Pictures in the listing below are skipped, while the lines from the "Extract the structured data from the screenshot" line through the "Annotation task. Summarize" line are returned word for word.

━━━

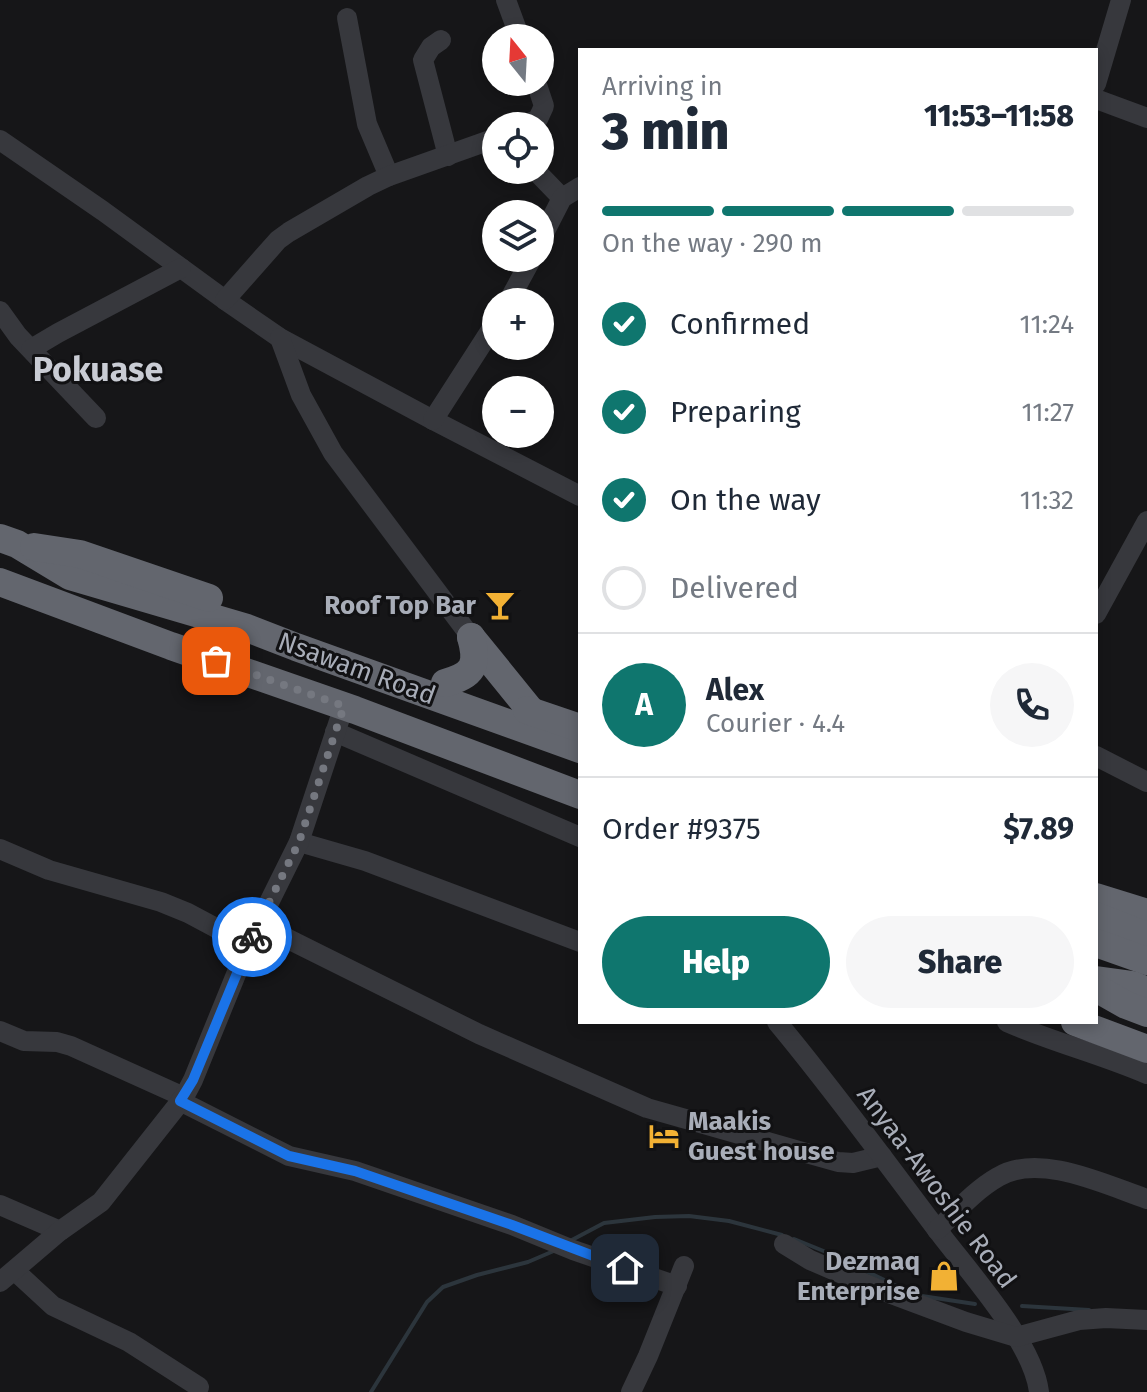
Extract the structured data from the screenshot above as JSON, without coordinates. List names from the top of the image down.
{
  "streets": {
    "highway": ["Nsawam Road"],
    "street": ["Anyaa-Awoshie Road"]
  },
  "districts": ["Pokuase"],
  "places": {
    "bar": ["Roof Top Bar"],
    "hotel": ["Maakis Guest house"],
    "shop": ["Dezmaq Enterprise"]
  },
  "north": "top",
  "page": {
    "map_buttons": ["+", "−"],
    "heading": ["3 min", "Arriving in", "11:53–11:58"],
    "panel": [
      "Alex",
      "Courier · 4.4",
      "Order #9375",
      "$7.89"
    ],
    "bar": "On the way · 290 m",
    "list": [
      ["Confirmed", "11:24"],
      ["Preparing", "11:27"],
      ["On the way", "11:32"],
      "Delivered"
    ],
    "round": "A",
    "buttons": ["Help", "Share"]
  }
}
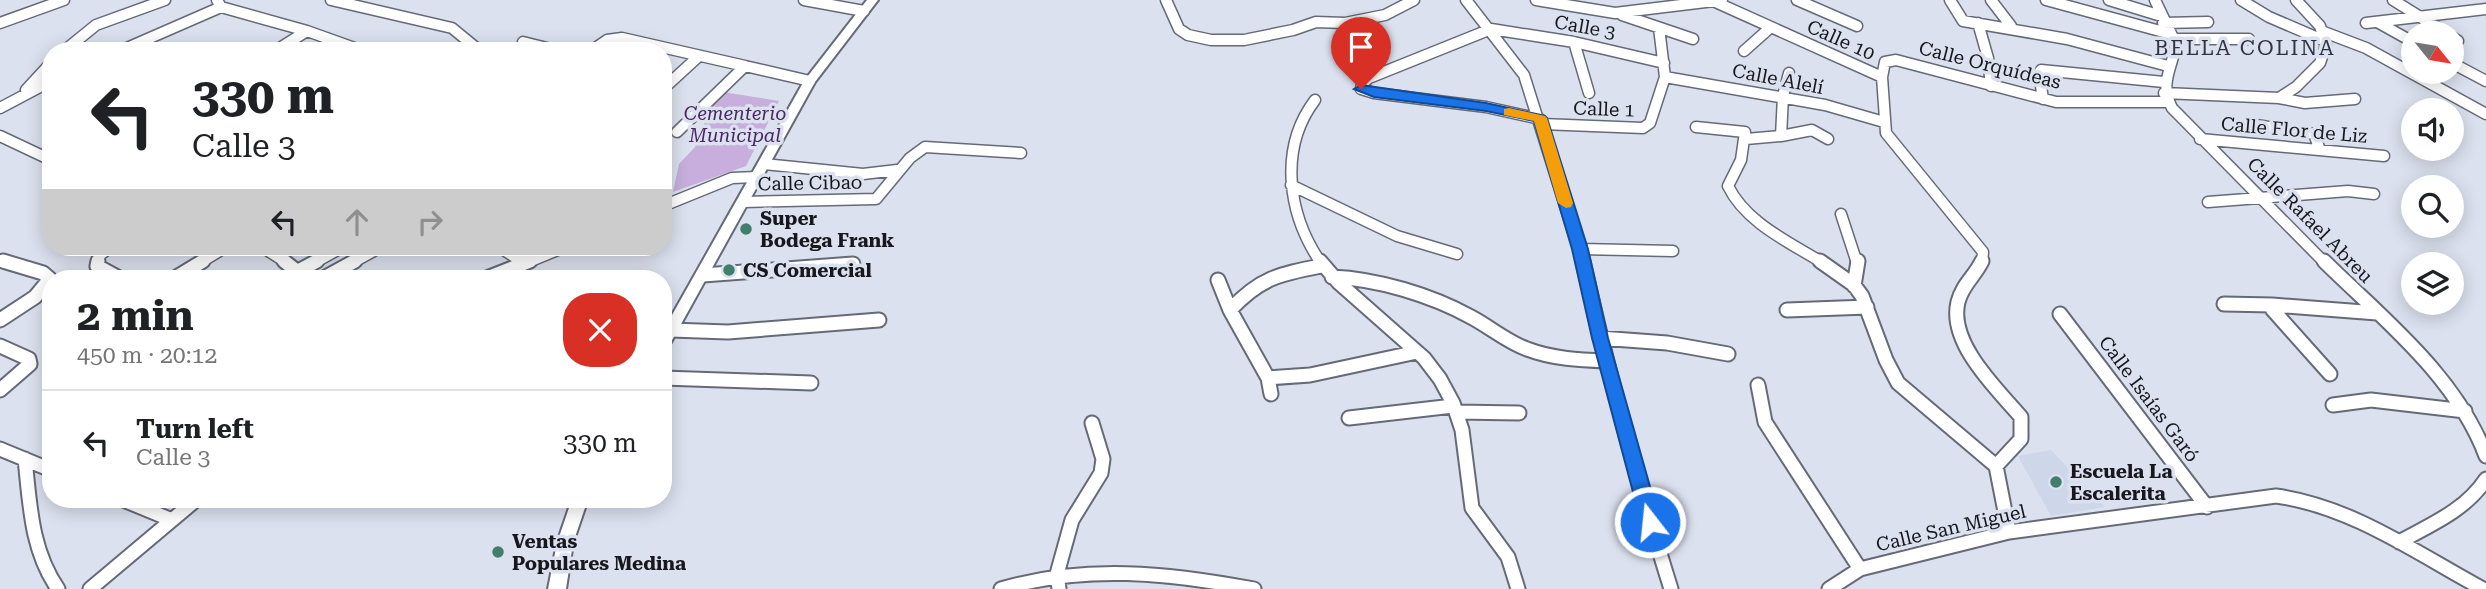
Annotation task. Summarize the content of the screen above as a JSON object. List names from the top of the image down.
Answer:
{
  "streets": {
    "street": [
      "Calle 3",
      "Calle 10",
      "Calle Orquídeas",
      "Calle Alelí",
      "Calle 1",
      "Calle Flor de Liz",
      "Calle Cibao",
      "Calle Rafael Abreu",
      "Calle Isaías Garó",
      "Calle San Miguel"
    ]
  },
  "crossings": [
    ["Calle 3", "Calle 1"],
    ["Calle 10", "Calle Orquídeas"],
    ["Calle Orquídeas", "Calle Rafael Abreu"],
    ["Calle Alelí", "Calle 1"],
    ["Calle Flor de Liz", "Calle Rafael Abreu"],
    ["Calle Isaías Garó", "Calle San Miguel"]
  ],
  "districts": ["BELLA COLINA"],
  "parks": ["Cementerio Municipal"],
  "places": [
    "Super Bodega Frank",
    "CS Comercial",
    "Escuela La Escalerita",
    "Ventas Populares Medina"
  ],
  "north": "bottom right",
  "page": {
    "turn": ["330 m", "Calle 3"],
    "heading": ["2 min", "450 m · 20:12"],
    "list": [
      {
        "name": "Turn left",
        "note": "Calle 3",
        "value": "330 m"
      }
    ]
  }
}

━━━

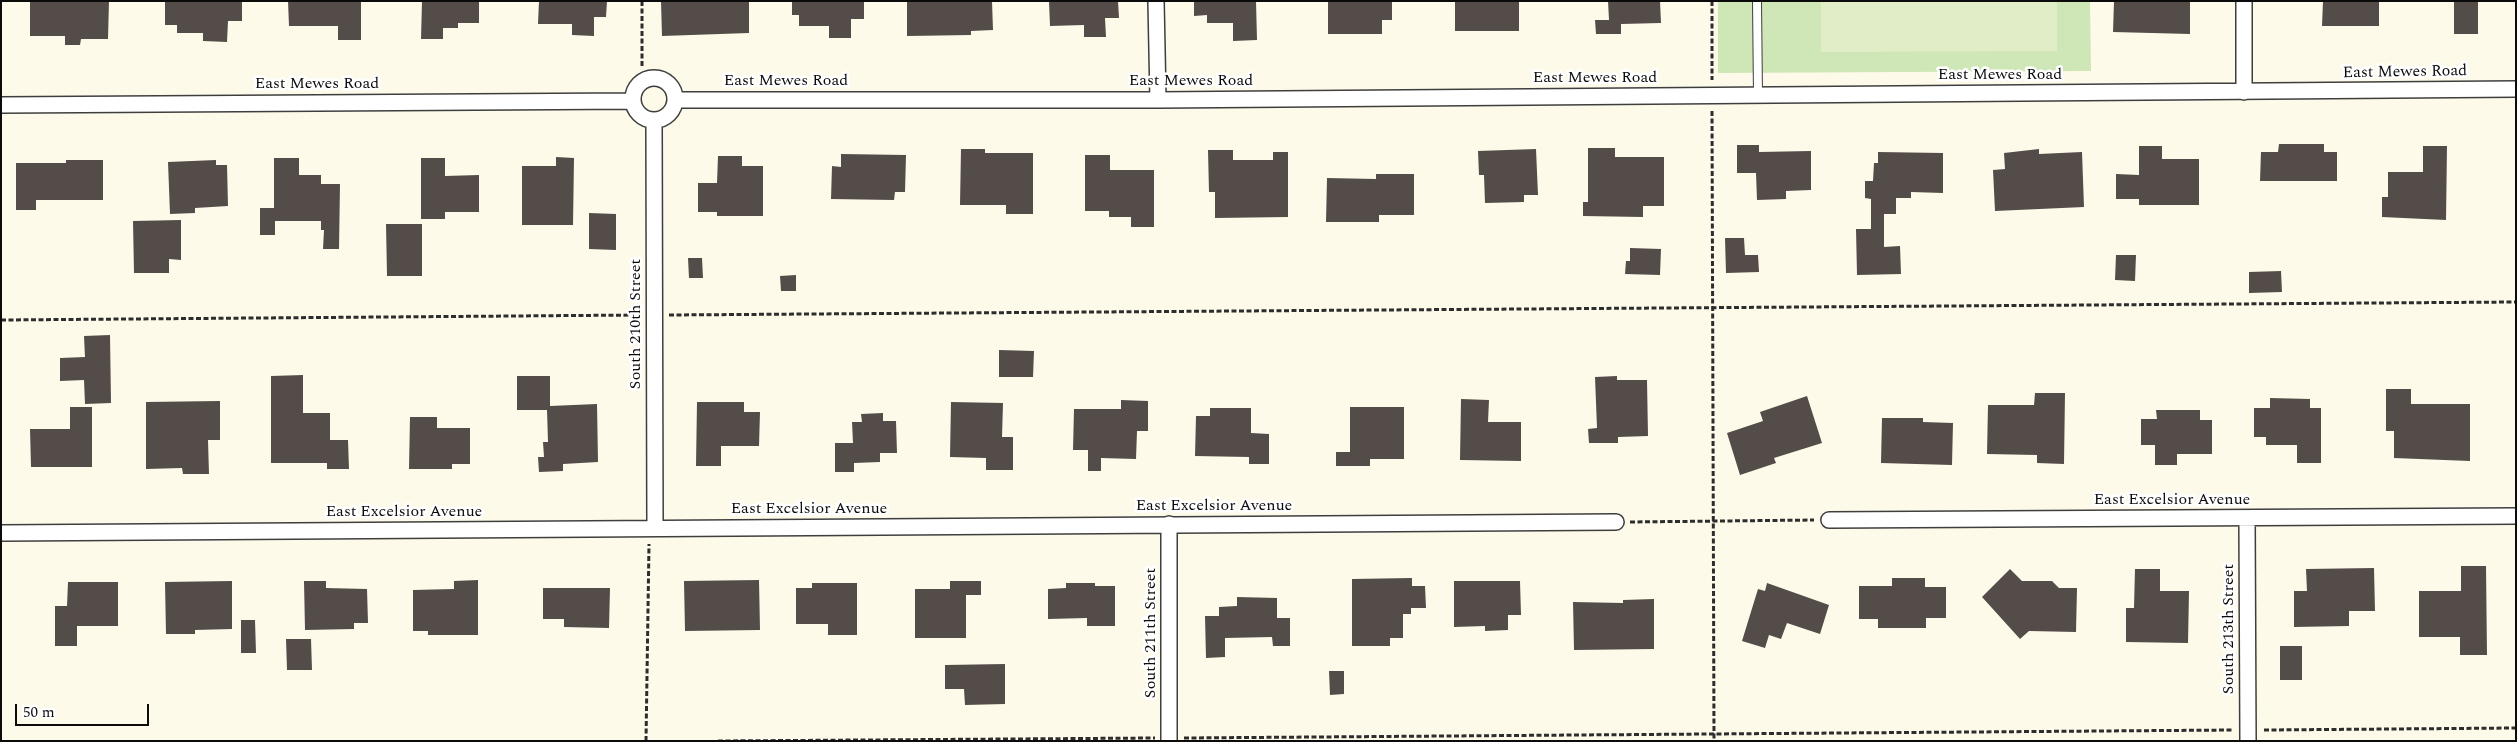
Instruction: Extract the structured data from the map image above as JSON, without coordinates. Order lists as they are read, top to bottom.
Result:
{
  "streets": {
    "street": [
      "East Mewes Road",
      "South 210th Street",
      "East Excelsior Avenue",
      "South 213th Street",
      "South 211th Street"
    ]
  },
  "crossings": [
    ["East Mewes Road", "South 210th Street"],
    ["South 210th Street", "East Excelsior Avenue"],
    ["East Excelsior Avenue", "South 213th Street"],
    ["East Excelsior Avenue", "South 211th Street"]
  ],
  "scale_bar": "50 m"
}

━━━

Result below →
Extract the structured data from the screenshot above as JSON, without coordinates. List names from the top of the image down.
{
  "streets": {
    "highway": ["Nsawam Road"],
    "street": ["Anyaa-Awoshie Road"]
  },
  "districts": ["Pokuase"],
  "places": {
    "bar": ["Roof Top Bar"],
    "hotel": ["Maakis Guest house"],
    "shop": ["Dezmaq Enterprise"]
  },
  "north": "top",
  "page": {
    "map_buttons": ["+", "−"],
    "heading": ["3 min", "Arriving in", "11:53–11:58"],
    "panel": [
      "Alex",
      "Courier · 4.4",
      "Order #9375",
      "$7.89"
    ],
    "bar": "On the way · 290 m",
    "list": [
      ["Confirmed", "11:24"],
      ["Preparing", "11:27"],
      ["On the way", "11:32"],
      "Delivered"
    ],
    "round": "A",
    "buttons": ["Help", "Share"]
  }
}
Annotation task. Summarize the content of the screen above as a JSON object. List names from the top of the image down.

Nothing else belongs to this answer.